Making a list of what’s quirky about this debut novel from Arnett...is too tempting to resist, but these quirks also serve as the novel’s starting points. Arnett’s writing cuts through all the unusualness and renders Jessa human and relatable ... The squeamish may struggle to read about Jessa’s life, but readers who persevere will be both compelled and rewarded.
...[a dark and original debut] ... Set in a richly rendered Florida and filled with delightfully wry prose and bracing honesty, Arnett’s novel introduces a keenly skillful author with imagination and insight to spare.

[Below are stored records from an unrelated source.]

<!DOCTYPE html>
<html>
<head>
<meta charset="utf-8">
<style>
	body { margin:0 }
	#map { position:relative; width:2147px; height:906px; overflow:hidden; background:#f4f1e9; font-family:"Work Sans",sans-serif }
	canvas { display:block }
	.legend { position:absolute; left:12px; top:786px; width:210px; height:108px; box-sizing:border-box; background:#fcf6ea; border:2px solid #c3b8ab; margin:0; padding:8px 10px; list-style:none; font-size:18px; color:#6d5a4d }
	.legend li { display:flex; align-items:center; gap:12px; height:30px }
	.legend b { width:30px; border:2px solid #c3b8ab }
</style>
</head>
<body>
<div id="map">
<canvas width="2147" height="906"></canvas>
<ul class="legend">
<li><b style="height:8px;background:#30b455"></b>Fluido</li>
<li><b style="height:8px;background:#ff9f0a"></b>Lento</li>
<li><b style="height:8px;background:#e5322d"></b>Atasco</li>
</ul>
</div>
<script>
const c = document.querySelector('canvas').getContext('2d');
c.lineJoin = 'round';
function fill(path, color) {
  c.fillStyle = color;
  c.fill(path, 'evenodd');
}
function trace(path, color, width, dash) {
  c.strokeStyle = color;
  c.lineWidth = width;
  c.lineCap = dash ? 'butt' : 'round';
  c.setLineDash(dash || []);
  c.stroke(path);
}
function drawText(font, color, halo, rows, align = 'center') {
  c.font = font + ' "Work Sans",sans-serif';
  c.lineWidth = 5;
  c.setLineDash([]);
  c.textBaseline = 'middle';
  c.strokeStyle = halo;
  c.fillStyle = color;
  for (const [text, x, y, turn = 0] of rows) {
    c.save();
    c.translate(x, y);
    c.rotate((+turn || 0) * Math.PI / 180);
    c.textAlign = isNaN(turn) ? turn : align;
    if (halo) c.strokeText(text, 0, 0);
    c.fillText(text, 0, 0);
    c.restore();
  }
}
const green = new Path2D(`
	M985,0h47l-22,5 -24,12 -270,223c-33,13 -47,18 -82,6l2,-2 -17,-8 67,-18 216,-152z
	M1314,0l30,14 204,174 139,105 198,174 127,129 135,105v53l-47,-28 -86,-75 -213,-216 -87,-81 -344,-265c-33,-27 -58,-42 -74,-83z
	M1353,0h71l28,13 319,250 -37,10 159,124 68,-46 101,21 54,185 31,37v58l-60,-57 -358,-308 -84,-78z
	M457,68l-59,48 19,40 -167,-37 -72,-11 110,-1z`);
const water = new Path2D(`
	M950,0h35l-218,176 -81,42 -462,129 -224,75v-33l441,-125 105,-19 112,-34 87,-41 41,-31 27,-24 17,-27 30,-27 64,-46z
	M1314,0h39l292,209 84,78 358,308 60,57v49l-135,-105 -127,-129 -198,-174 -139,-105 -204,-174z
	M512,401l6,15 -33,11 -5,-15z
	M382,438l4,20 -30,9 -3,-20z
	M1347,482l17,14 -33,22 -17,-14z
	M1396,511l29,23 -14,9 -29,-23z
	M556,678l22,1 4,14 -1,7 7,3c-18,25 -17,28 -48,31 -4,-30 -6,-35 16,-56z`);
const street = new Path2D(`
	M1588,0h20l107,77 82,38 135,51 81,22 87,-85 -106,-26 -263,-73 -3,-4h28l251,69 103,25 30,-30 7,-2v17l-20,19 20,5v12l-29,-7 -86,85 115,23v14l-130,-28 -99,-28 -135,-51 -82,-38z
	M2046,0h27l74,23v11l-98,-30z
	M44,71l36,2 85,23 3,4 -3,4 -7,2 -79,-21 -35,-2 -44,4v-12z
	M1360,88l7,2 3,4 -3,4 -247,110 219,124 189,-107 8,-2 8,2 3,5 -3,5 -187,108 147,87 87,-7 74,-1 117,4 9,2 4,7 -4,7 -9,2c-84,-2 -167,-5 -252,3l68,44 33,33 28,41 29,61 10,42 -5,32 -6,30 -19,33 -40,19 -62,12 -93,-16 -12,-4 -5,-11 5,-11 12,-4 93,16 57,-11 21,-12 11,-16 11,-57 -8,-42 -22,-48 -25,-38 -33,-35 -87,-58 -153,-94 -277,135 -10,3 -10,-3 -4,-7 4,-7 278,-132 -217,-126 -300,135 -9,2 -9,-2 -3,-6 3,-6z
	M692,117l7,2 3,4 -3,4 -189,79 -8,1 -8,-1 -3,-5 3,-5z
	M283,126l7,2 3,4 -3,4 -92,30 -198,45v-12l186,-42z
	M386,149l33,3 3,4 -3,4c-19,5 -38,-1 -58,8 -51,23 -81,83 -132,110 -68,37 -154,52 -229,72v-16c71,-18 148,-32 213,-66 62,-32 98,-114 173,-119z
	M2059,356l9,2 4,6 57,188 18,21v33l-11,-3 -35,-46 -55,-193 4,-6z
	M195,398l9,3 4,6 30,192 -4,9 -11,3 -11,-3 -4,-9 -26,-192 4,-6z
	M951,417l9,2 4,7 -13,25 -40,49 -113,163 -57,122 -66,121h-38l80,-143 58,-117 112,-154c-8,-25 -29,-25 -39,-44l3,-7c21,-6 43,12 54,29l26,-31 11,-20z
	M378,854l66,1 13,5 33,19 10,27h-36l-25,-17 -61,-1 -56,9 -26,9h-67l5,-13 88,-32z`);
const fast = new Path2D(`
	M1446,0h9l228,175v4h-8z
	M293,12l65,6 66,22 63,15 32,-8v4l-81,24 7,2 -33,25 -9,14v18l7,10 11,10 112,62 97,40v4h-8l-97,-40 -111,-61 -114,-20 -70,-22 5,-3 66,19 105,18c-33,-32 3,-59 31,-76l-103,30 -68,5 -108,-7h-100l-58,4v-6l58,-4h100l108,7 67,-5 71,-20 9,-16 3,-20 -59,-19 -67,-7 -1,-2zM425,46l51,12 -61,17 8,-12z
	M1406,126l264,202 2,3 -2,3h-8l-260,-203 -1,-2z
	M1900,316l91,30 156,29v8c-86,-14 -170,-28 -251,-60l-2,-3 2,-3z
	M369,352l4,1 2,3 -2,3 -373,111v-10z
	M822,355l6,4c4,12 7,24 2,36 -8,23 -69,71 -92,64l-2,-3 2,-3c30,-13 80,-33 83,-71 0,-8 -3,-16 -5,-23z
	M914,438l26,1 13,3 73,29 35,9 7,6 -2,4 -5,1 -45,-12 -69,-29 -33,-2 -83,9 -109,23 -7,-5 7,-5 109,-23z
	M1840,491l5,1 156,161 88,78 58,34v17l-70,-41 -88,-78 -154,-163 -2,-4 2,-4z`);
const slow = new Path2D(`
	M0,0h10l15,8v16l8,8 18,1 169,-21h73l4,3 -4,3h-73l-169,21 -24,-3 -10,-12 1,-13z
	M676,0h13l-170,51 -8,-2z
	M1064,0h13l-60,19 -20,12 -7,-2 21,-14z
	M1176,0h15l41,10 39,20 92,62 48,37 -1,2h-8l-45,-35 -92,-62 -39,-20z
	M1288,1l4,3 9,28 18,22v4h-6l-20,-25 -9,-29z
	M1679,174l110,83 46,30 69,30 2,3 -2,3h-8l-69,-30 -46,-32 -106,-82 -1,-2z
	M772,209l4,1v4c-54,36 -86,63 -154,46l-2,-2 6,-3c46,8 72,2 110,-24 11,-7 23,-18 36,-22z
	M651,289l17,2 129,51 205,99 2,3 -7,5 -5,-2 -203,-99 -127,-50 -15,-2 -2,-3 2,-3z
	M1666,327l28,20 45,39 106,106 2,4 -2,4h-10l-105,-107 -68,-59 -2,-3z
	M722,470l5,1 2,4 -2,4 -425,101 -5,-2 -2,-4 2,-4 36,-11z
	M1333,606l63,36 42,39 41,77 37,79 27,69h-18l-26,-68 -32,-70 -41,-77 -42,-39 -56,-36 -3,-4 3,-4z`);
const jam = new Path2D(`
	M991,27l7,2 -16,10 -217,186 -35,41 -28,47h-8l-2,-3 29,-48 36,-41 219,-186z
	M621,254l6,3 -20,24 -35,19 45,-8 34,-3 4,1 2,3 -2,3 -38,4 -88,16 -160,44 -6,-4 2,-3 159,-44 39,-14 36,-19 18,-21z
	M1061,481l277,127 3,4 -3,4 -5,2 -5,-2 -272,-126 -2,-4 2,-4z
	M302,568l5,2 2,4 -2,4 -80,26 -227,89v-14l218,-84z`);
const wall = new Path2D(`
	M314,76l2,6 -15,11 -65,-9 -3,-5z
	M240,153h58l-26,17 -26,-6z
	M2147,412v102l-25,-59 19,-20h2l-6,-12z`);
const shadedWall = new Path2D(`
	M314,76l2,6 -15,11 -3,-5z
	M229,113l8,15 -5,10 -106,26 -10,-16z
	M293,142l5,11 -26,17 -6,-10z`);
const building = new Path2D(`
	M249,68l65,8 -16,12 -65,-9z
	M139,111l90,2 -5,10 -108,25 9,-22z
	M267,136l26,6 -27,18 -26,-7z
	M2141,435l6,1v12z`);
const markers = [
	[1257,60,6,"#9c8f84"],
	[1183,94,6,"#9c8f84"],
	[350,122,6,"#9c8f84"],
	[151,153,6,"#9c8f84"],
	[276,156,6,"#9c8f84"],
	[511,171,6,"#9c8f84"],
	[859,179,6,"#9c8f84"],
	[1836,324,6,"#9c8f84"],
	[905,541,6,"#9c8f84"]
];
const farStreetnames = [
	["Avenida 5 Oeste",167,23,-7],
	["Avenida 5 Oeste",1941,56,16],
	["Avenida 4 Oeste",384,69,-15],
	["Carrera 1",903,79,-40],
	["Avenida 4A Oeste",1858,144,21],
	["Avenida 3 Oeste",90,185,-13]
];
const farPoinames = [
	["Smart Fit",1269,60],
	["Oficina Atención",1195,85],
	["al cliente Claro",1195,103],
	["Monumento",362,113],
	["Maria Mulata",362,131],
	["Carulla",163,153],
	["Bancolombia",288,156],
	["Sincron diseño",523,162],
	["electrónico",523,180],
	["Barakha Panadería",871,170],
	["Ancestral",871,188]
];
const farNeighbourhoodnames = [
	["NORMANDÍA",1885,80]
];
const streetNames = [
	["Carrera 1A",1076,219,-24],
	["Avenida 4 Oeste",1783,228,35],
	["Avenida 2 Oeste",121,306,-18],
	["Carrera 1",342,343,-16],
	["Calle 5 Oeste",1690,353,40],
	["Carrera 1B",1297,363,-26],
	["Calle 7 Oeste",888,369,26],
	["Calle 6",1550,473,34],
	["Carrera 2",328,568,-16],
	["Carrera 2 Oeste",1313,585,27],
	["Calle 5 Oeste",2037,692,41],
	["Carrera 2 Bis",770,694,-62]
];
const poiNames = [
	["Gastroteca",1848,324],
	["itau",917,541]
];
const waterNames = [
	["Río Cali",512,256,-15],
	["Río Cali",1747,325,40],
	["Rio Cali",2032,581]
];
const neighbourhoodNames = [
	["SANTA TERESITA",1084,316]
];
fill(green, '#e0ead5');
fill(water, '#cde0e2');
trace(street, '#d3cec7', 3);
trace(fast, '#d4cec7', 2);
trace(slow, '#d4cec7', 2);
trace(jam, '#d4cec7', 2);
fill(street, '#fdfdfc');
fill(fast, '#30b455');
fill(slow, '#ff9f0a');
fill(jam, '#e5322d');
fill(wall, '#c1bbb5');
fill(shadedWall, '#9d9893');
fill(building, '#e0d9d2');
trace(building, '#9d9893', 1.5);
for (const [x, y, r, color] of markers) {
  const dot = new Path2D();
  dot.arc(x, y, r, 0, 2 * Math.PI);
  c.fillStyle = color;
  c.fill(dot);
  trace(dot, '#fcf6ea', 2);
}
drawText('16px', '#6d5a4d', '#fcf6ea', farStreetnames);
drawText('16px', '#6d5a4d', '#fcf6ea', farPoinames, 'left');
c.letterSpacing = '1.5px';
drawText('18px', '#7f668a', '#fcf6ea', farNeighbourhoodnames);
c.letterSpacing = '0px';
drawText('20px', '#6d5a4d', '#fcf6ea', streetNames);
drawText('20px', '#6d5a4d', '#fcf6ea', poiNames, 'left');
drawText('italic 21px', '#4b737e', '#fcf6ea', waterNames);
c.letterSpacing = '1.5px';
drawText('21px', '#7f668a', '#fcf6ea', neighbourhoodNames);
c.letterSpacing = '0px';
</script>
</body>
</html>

Arnett writes in clear, perceptive prose...yet the pacing and climax of this deeply psychological novel remain off-kilter. Jessa is stuck playing the eternal, repressed 'straight' man to her creator's wry sense of humor—with mixed results. For all of Arnett's insights, the outsize mother-daughter conflict at the heart of the book feels as if a bear skin were draped over the skeleton of a much smaller mammal. Still, there's much to admire in Arnett's vision of Florida as a creative swamp of well-meaning misfits and in the sweet hopefulness of finding your way back to yourself through family.